# Iberital MC2 or Sage Smart Grinder Pro



## DTG (May 12, 2017)

Hey, just signed up, looking for some useful advice/experience.

Currently have an Iberital MC2 which I use with an Ascso Dream. Really happy with the results. However when changing beans the Iberital is a pain to fine tune and there is no way to easily revert to previous settings when returning to previously used beans. Changing to a coarser grind for dripper coffee (and back to espresso) is so much hassle I don't bother anymore.

Was thinking about changing to a Sage (Breville) Smart Grinder Pro. From a few reviews it seems good and also very adjustable for different grinds. I just don't want to switch and find it worse than my MC2.

Anybody have experience with these machines? or could suggest an alternative option (at a similar price)?

Thanks


----------



## Richard_severn (May 3, 2017)

Welcome, I would post an introduction post before asking questions BTW.

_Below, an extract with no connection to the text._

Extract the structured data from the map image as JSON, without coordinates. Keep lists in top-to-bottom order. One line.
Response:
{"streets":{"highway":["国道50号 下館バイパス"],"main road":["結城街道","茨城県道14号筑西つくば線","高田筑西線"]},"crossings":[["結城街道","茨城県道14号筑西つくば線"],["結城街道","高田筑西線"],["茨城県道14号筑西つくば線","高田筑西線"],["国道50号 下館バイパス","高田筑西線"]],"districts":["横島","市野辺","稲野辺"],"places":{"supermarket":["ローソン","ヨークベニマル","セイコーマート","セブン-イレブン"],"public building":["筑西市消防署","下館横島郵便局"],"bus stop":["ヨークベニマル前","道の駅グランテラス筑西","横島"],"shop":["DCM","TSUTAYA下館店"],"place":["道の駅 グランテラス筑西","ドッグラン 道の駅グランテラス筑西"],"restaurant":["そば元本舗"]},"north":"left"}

I have just ordered the sage grinder the one with the screen on, after reading reviews it sounds good, it's not as good as a Eureke Mignon but its £60-£100 cheaper. Also from reading about the Sage one its repeatability is good, so you can dial it to 12 say for espresso then wind it right up to do some grinds for french press and when you put it back to 12 it will be exactly the same as before. I find that as a nice feature that you don't have to leave it set and never change it for fear of having to dial it in again. Looks wise I think the Sage one wins but that's personal preference. The sage also you can say set the dose timer for 18 but after 5 seconds you can pull it out distribute the grind and then go back under and it remembers where you were in the dose cycle. I have seen a fair few people moaning that the grinds are clumping rather a lot but others stating not a problem and they break up easily. If you go into a Lakeland store they usually have them on display and I'm sure you would be able to have a look and if you say you want to buy one they may let you grind some beans through it to see what it comes out like? Saves them selling you one then you bringing it back a few days later say it doesn't grind as you wanted/expected/described can I have my money back as they are stuck with an opened machine than where as the on display one is already open and I believe they sell them off periodically for around £100.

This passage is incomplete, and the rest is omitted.